Each entry should be duplicated verbatim; its pictures should not be.

** Input material follows **

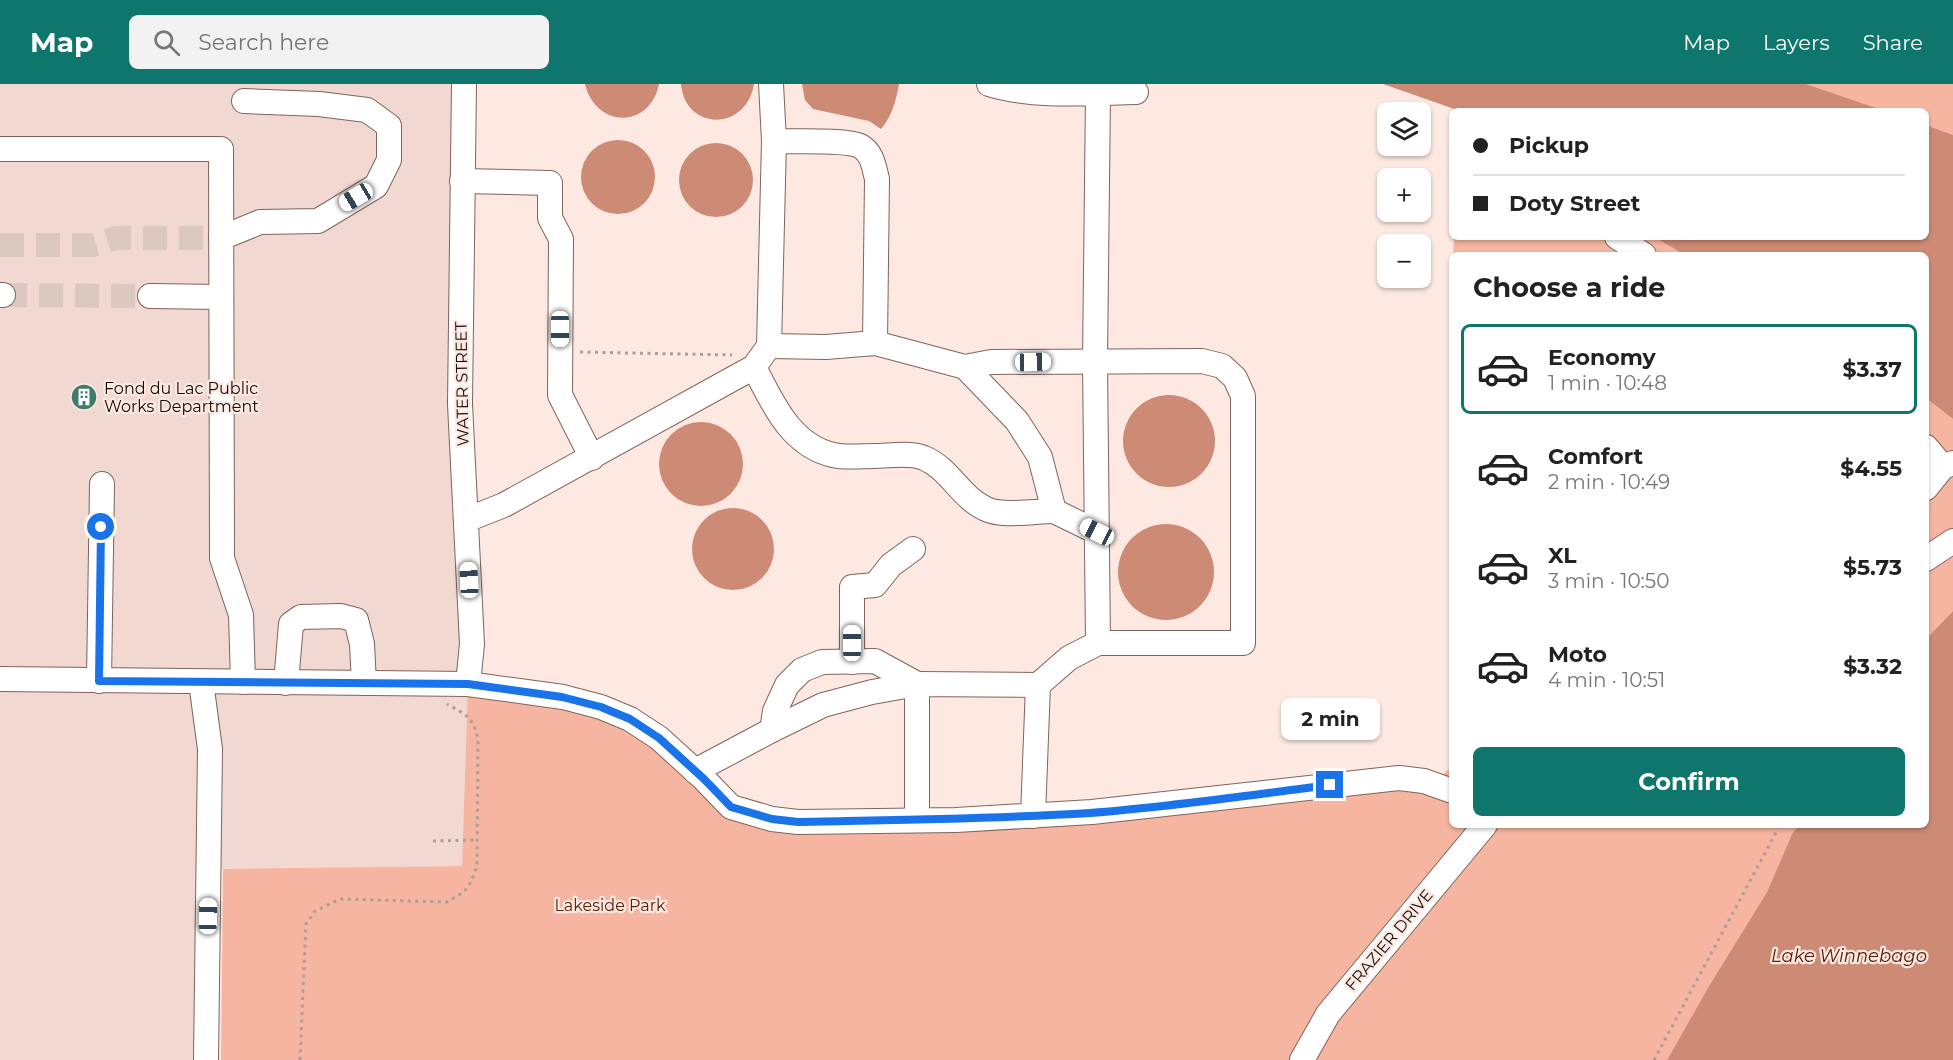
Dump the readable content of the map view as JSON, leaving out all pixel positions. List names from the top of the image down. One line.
{"streets":{"street":["WATER STREET","FRAZIER DRIVE"]},"water":["Lake Winnebago"],"parks":["Lakeside Park"],"places":{"building":["Fond du Lac Public Works Department"]},"page":{"header":"Map","search":"Search here","nav":["Map","Layers","Share"],"map_buttons":["+","−"],"banner":["Pickup","Doty Street"],"heading":"Choose a ride","list":[{"name":"Economy","note":"1 min · 10:48","value":"$3.37"},{"name":"Comfort","note":"2 min · 10:49","value":"$4.55"},{"name":"XL","note":"3 min · 10:50","value":"$5.73"},{"name":"Moto","note":"4 min · 10:51","value":"$3.32"}],"bubble":"2 min","buttons":"Confirm"}}
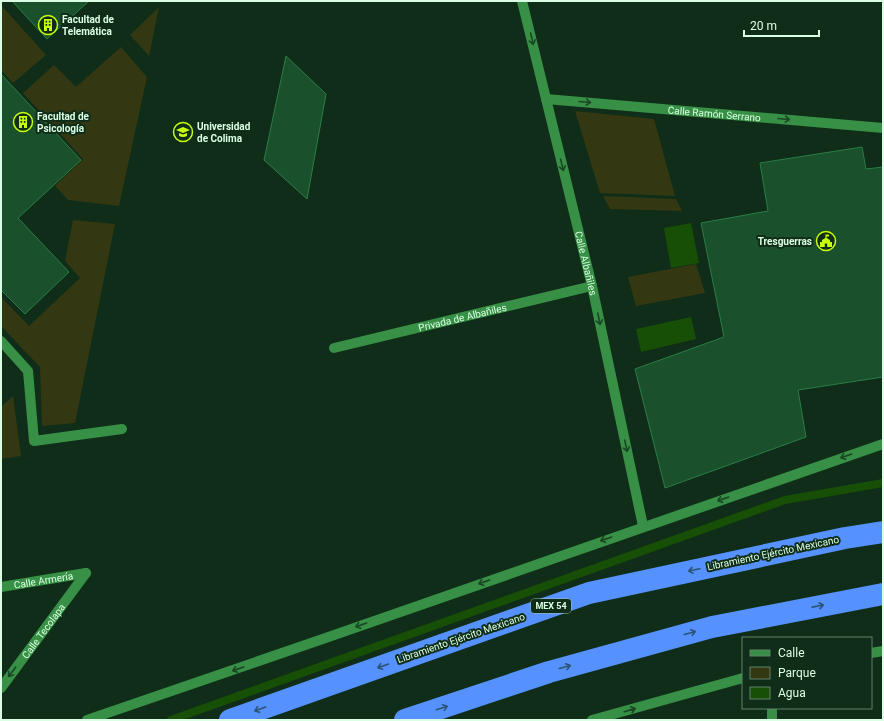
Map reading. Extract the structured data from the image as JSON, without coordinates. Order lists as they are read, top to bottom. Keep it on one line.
{"streets":{"highway":["Libramiento Ejército Mexicano","MEX 54"],"street":["Calle Ramón Serrano","Calle Albañiles","Privada de Albañiles","Calle Armería","Calle Tecolapa"]},"crossings":[["Calle Ramón Serrano","Calle Albañiles"],["Calle Albañiles","Privada de Albañiles"],["Calle Armería","Calle Tecolapa"]],"one_way":["Calle Ramón Serrano","Calle Albañiles","Calle Tecolapa"],"places":{"building":["Facultad de Telemática","Facultad de Psicología"],"school or university":["Universidad de Colima"],"public building":["Tresguerras"]},"legend":["Calle","Parque","Agua"],"scale_bar":"20 m"}
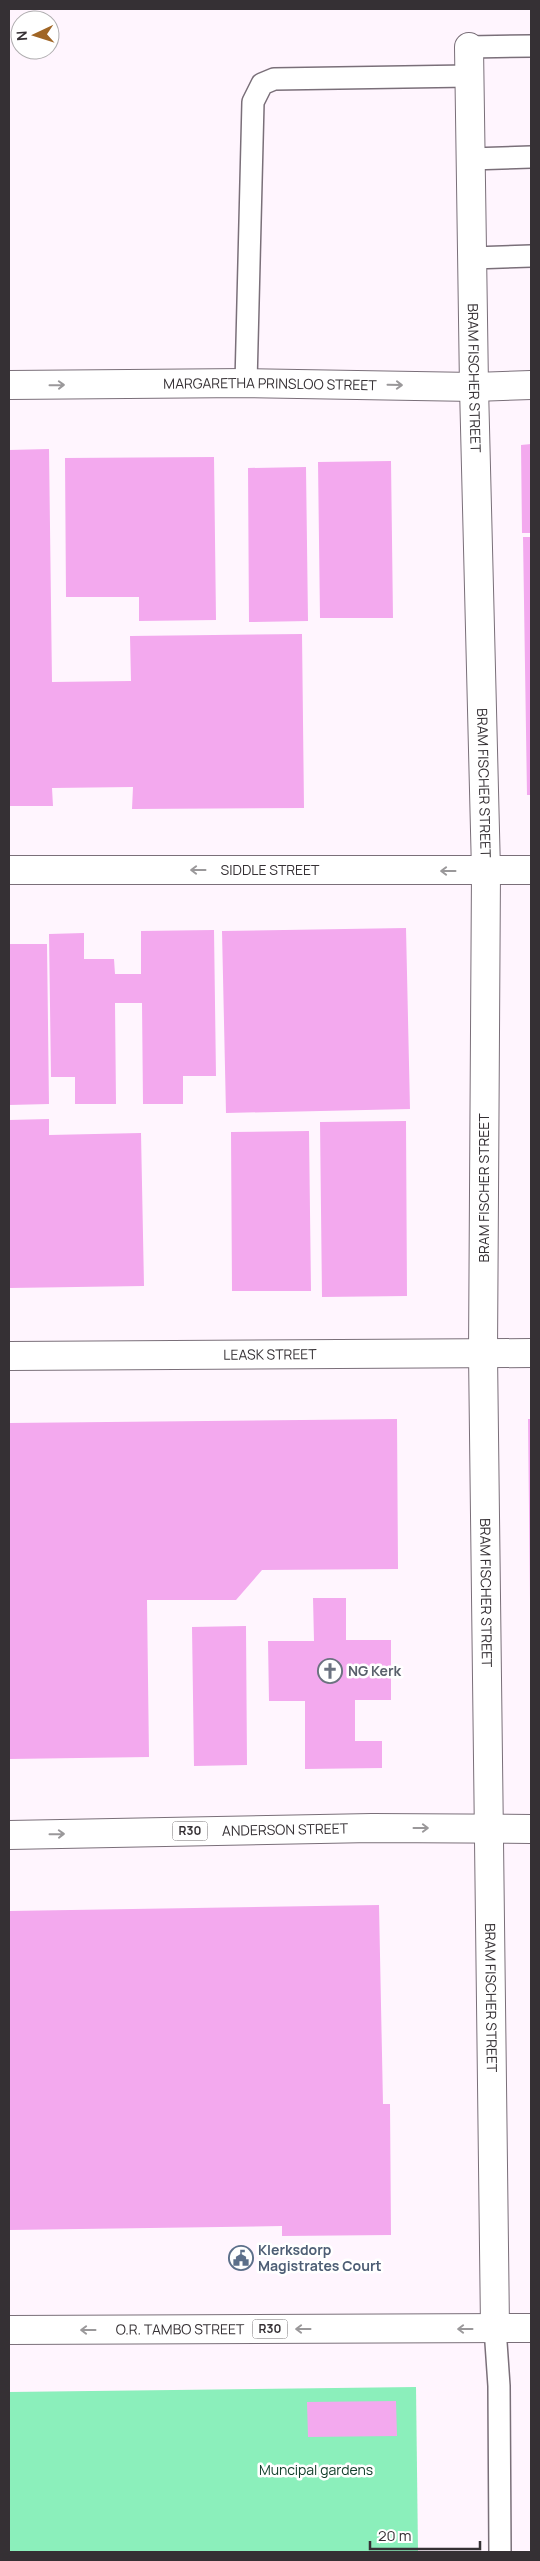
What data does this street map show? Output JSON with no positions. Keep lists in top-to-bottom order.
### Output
{
  "streets": {
    "street": [
      "BRAM FISCHER STREET",
      "MARGARETHA PRINSLOO STREET",
      "SIDDLE STREET",
      "LEASK STREET",
      "ANDERSON STREET",
      "R30",
      "O.R. TAMBO STREET"
    ]
  },
  "crossings": [
    ["BRAM FISCHER STREET", "MARGARETHA PRINSLOO STREET"],
    ["BRAM FISCHER STREET", "SIDDLE STREET"],
    ["BRAM FISCHER STREET", "LEASK STREET"],
    ["BRAM FISCHER STREET", "ANDERSON STREET"],
    ["BRAM FISCHER STREET", "O.R. TAMBO STREET"]
  ],
  "one_way": [
    "MARGARETHA PRINSLOO STREET",
    "SIDDLE STREET",
    "ANDERSON STREET",
    "O.R. TAMBO STREET"
  ],
  "parks": ["Muncipal gardens"],
  "places": {
    "church": ["NG Kerk"],
    "public building": ["Klerksdorp Magistrates Court"]
  },
  "scale_bar": "20 m",
  "north": "left"
}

** End of Input material **

> Your response:
Dump the readable content of the map view as JSON, leaving out all pixel positions. List names from the top of the image down. One line.
{"streets":{"street":["WATER STREET","FRAZIER DRIVE"]},"water":["Lake Winnebago"],"parks":["Lakeside Park"],"places":{"building":["Fond du Lac Public Works Department"]},"page":{"header":"Map","search":"Search here","nav":["Map","Layers","Share"],"map_buttons":["+","−"],"banner":["Pickup","Doty Street"],"heading":"Choose a ride","list":[{"name":"Economy","note":"1 min · 10:48","value":"$3.37"},{"name":"Comfort","note":"2 min · 10:49","value":"$4.55"},{"name":"XL","note":"3 min · 10:50","value":"$5.73"},{"name":"Moto","note":"4 min · 10:51","value":"$3.32"}],"bubble":"2 min","buttons":"Confirm"}}
Map reading. Extract the structured data from the image as JSON, without coordinates. Order lists as they are read, top to bottom. Keep it on one line.
{"streets":{"highway":["Libramiento Ejército Mexicano","MEX 54"],"street":["Calle Ramón Serrano","Calle Albañiles","Privada de Albañiles","Calle Armería","Calle Tecolapa"]},"crossings":[["Calle Ramón Serrano","Calle Albañiles"],["Calle Albañiles","Privada de Albañiles"],["Calle Armería","Calle Tecolapa"]],"one_way":["Calle Ramón Serrano","Calle Albañiles","Calle Tecolapa"],"places":{"building":["Facultad de Telemática","Facultad de Psicología"],"school or university":["Universidad de Colima"],"public building":["Tresguerras"]},"legend":["Calle","Parque","Agua"],"scale_bar":"20 m"}
What data does this street map show? Output JSON with no positions. Keep lists in top-to-bottom order.
### Output
{
  "streets": {
    "street": [
      "BRAM FISCHER STREET",
      "MARGARETHA PRINSLOO STREET",
      "SIDDLE STREET",
      "LEASK STREET",
      "ANDERSON STREET",
      "R30",
      "O.R. TAMBO STREET"
    ]
  },
  "crossings": [
    ["BRAM FISCHER STREET", "MARGARETHA PRINSLOO STREET"],
    ["BRAM FISCHER STREET", "SIDDLE STREET"],
    ["BRAM FISCHER STREET", "LEASK STREET"],
    ["BRAM FISCHER STREET", "ANDERSON STREET"],
    ["BRAM FISCHER STREET", "O.R. TAMBO STREET"]
  ],
  "one_way": [
    "MARGARETHA PRINSLOO STREET",
    "SIDDLE STREET",
    "ANDERSON STREET",
    "O.R. TAMBO STREET"
  ],
  "parks": ["Muncipal gardens"],
  "places": {
    "church": ["NG Kerk"],
    "public building": ["Klerksdorp Magistrates Court"]
  },
  "scale_bar": "20 m",
  "north": "left"
}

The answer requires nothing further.